### Source records
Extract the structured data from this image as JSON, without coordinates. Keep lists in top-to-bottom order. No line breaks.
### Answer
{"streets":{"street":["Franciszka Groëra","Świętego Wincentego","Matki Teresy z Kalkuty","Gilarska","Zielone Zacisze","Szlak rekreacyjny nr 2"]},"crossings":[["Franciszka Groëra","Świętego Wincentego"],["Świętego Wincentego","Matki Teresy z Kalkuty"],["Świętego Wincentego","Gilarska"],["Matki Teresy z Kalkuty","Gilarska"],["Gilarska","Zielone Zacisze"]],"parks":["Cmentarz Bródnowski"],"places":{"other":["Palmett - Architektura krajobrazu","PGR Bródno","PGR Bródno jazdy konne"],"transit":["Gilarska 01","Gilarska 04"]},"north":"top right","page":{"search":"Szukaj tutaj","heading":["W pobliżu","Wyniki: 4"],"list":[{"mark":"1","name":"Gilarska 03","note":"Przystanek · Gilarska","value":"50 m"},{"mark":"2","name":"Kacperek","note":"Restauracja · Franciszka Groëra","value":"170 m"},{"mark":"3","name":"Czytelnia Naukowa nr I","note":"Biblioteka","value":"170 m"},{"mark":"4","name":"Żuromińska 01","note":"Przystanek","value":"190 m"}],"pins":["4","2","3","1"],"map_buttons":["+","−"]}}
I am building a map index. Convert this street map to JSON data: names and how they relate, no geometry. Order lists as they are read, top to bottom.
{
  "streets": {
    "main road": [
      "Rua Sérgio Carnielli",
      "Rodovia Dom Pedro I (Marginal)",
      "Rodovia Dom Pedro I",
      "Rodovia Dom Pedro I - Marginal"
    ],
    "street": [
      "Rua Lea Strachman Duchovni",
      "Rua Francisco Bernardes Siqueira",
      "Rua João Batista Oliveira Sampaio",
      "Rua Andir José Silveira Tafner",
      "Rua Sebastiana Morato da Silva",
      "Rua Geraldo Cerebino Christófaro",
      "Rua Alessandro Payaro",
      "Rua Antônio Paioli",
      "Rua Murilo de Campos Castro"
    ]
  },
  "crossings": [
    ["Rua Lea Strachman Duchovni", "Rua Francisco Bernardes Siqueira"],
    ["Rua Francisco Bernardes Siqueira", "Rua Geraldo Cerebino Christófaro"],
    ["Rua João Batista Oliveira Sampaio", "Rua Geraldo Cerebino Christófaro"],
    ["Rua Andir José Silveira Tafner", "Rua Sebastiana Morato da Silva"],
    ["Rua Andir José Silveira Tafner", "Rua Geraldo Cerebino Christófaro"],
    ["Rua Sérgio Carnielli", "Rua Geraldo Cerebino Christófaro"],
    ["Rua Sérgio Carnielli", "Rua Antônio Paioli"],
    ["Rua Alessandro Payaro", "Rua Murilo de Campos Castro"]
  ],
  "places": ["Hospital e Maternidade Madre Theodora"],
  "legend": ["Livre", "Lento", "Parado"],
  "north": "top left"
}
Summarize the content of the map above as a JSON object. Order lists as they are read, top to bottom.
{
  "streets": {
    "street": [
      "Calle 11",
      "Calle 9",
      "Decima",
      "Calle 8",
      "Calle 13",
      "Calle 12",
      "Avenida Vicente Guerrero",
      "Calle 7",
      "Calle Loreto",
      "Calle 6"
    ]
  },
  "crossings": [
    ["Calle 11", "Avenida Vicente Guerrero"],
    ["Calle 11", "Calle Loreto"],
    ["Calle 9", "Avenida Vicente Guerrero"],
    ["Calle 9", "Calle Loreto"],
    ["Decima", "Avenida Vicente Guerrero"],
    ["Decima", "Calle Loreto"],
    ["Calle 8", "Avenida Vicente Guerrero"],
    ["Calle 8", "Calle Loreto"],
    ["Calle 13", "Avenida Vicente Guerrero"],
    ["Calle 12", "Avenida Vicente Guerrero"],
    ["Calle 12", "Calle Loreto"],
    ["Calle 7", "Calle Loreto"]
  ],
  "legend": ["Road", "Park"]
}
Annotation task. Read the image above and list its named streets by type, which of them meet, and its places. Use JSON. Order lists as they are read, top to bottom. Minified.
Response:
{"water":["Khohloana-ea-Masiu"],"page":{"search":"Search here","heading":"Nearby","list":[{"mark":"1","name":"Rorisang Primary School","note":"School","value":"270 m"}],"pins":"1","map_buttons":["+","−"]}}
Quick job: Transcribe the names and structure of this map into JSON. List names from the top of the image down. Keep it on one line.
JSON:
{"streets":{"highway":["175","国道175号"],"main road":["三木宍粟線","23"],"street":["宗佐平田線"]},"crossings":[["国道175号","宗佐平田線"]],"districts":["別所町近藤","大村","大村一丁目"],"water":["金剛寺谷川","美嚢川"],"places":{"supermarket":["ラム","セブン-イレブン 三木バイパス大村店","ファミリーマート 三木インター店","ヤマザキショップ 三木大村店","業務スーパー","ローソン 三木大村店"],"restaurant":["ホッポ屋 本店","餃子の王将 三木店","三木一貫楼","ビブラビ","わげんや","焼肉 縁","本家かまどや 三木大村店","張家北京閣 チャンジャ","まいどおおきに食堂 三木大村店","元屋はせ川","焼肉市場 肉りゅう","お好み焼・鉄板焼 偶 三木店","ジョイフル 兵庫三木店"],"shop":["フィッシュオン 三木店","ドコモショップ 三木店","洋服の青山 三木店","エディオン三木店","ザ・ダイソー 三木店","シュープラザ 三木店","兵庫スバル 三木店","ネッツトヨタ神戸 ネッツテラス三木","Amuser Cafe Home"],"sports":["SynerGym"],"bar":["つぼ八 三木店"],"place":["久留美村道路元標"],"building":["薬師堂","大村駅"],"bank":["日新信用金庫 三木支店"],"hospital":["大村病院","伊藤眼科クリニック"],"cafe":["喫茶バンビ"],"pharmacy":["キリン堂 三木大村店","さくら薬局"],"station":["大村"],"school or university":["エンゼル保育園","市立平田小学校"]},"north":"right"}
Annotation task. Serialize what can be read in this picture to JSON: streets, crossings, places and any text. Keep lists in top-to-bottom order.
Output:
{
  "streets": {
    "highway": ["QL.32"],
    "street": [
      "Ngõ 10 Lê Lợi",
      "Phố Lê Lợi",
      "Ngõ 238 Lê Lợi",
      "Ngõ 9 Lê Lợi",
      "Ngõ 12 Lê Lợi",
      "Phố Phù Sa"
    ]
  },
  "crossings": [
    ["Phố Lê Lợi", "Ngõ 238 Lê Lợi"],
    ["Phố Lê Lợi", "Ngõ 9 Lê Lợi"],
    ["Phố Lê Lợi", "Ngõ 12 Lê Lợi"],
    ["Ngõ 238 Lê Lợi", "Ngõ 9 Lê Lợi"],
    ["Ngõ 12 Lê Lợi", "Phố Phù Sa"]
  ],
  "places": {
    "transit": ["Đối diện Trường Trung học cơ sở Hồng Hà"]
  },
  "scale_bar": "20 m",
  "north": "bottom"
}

### What you have to do
So that nothing is lost, retype every entry in the listing above exactly.

### Exercise output
Extract the structured data from this image as JSON, without coordinates. Keep lists in top-to-bottom order. No line breaks.
### Answer
{"streets":{"street":["Franciszka Groëra","Świętego Wincentego","Matki Teresy z Kalkuty","Gilarska","Zielone Zacisze","Szlak rekreacyjny nr 2"]},"crossings":[["Franciszka Groëra","Świętego Wincentego"],["Świętego Wincentego","Matki Teresy z Kalkuty"],["Świętego Wincentego","Gilarska"],["Matki Teresy z Kalkuty","Gilarska"],["Gilarska","Zielone Zacisze"]],"parks":["Cmentarz Bródnowski"],"places":{"other":["Palmett - Architektura krajobrazu","PGR Bródno","PGR Bródno jazdy konne"],"transit":["Gilarska 01","Gilarska 04"]},"north":"top right","page":{"search":"Szukaj tutaj","heading":["W pobliżu","Wyniki: 4"],"list":[{"mark":"1","name":"Gilarska 03","note":"Przystanek · Gilarska","value":"50 m"},{"mark":"2","name":"Kacperek","note":"Restauracja · Franciszka Groëra","value":"170 m"},{"mark":"3","name":"Czytelnia Naukowa nr I","note":"Biblioteka","value":"170 m"},{"mark":"4","name":"Żuromińska 01","note":"Przystanek","value":"190 m"}],"pins":["4","2","3","1"],"map_buttons":["+","−"]}}
I am building a map index. Convert this street map to JSON data: names and how they relate, no geometry. Order lists as they are read, top to bottom.
{
  "streets": {
    "main road": [
      "Rua Sérgio Carnielli",
      "Rodovia Dom Pedro I (Marginal)",
      "Rodovia Dom Pedro I",
      "Rodovia Dom Pedro I - Marginal"
    ],
    "street": [
      "Rua Lea Strachman Duchovni",
      "Rua Francisco Bernardes Siqueira",
      "Rua João Batista Oliveira Sampaio",
      "Rua Andir José Silveira Tafner",
      "Rua Sebastiana Morato da Silva",
      "Rua Geraldo Cerebino Christófaro",
      "Rua Alessandro Payaro",
      "Rua Antônio Paioli",
      "Rua Murilo de Campos Castro"
    ]
  },
  "crossings": [
    ["Rua Lea Strachman Duchovni", "Rua Francisco Bernardes Siqueira"],
    ["Rua Francisco Bernardes Siqueira", "Rua Geraldo Cerebino Christófaro"],
    ["Rua João Batista Oliveira Sampaio", "Rua Geraldo Cerebino Christófaro"],
    ["Rua Andir José Silveira Tafner", "Rua Sebastiana Morato da Silva"],
    ["Rua Andir José Silveira Tafner", "Rua Geraldo Cerebino Christófaro"],
    ["Rua Sérgio Carnielli", "Rua Geraldo Cerebino Christófaro"],
    ["Rua Sérgio Carnielli", "Rua Antônio Paioli"],
    ["Rua Alessandro Payaro", "Rua Murilo de Campos Castro"]
  ],
  "places": ["Hospital e Maternidade Madre Theodora"],
  "legend": ["Livre", "Lento", "Parado"],
  "north": "top left"
}
Summarize the content of the map above as a JSON object. Order lists as they are read, top to bottom.
{
  "streets": {
    "street": [
      "Calle 11",
      "Calle 9",
      "Decima",
      "Calle 8",
      "Calle 13",
      "Calle 12",
      "Avenida Vicente Guerrero",
      "Calle 7",
      "Calle Loreto",
      "Calle 6"
    ]
  },
  "crossings": [
    ["Calle 11", "Avenida Vicente Guerrero"],
    ["Calle 11", "Calle Loreto"],
    ["Calle 9", "Avenida Vicente Guerrero"],
    ["Calle 9", "Calle Loreto"],
    ["Decima", "Avenida Vicente Guerrero"],
    ["Decima", "Calle Loreto"],
    ["Calle 8", "Avenida Vicente Guerrero"],
    ["Calle 8", "Calle Loreto"],
    ["Calle 13", "Avenida Vicente Guerrero"],
    ["Calle 12", "Avenida Vicente Guerrero"],
    ["Calle 12", "Calle Loreto"],
    ["Calle 7", "Calle Loreto"]
  ],
  "legend": ["Road", "Park"]
}
Annotation task. Read the image above and list its named streets by type, which of them meet, and its places. Use JSON. Order lists as they are read, top to bottom. Minified.
Response:
{"water":["Khohloana-ea-Masiu"],"page":{"search":"Search here","heading":"Nearby","list":[{"mark":"1","name":"Rorisang Primary School","note":"School","value":"270 m"}],"pins":"1","map_buttons":["+","−"]}}
Quick job: Transcribe the names and structure of this map into JSON. List names from the top of the image down. Keep it on one line.
JSON:
{"streets":{"highway":["175","国道175号"],"main road":["三木宍粟線","23"],"street":["宗佐平田線"]},"crossings":[["国道175号","宗佐平田線"]],"districts":["別所町近藤","大村","大村一丁目"],"water":["金剛寺谷川","美嚢川"],"places":{"supermarket":["ラム","セブン-イレブン 三木バイパス大村店","ファミリーマート 三木インター店","ヤマザキショップ 三木大村店","業務スーパー","ローソン 三木大村店"],"restaurant":["ホッポ屋 本店","餃子の王将 三木店","三木一貫楼","ビブラビ","わげんや","焼肉 縁","本家かまどや 三木大村店","張家北京閣 チャンジャ","まいどおおきに食堂 三木大村店","元屋はせ川","焼肉市場 肉りゅう","お好み焼・鉄板焼 偶 三木店","ジョイフル 兵庫三木店"],"shop":["フィッシュオン 三木店","ドコモショップ 三木店","洋服の青山 三木店","エディオン三木店","ザ・ダイソー 三木店","シュープラザ 三木店","兵庫スバル 三木店","ネッツトヨタ神戸 ネッツテラス三木","Amuser Cafe Home"],"sports":["SynerGym"],"bar":["つぼ八 三木店"],"place":["久留美村道路元標"],"building":["薬師堂","大村駅"],"bank":["日新信用金庫 三木支店"],"hospital":["大村病院","伊藤眼科クリニック"],"cafe":["喫茶バンビ"],"pharmacy":["キリン堂 三木大村店","さくら薬局"],"station":["大村"],"school or university":["エンゼル保育園","市立平田小学校"]},"north":"right"}
Annotation task. Serialize what can be read in this picture to JSON: streets, crossings, places and any text. Keep lists in top-to-bottom order.
Output:
{
  "streets": {
    "highway": ["QL.32"],
    "street": [
      "Ngõ 10 Lê Lợi",
      "Phố Lê Lợi",
      "Ngõ 238 Lê Lợi",
      "Ngõ 9 Lê Lợi",
      "Ngõ 12 Lê Lợi",
      "Phố Phù Sa"
    ]
  },
  "crossings": [
    ["Phố Lê Lợi", "Ngõ 238 Lê Lợi"],
    ["Phố Lê Lợi", "Ngõ 9 Lê Lợi"],
    ["Phố Lê Lợi", "Ngõ 12 Lê Lợi"],
    ["Ngõ 238 Lê Lợi", "Ngõ 9 Lê Lợi"],
    ["Ngõ 12 Lê Lợi", "Phố Phù Sa"]
  ],
  "places": {
    "transit": ["Đối diện Trường Trung học cơ sở Hồng Hà"]
  },
  "scale_bar": "20 m",
  "north": "bottom"
}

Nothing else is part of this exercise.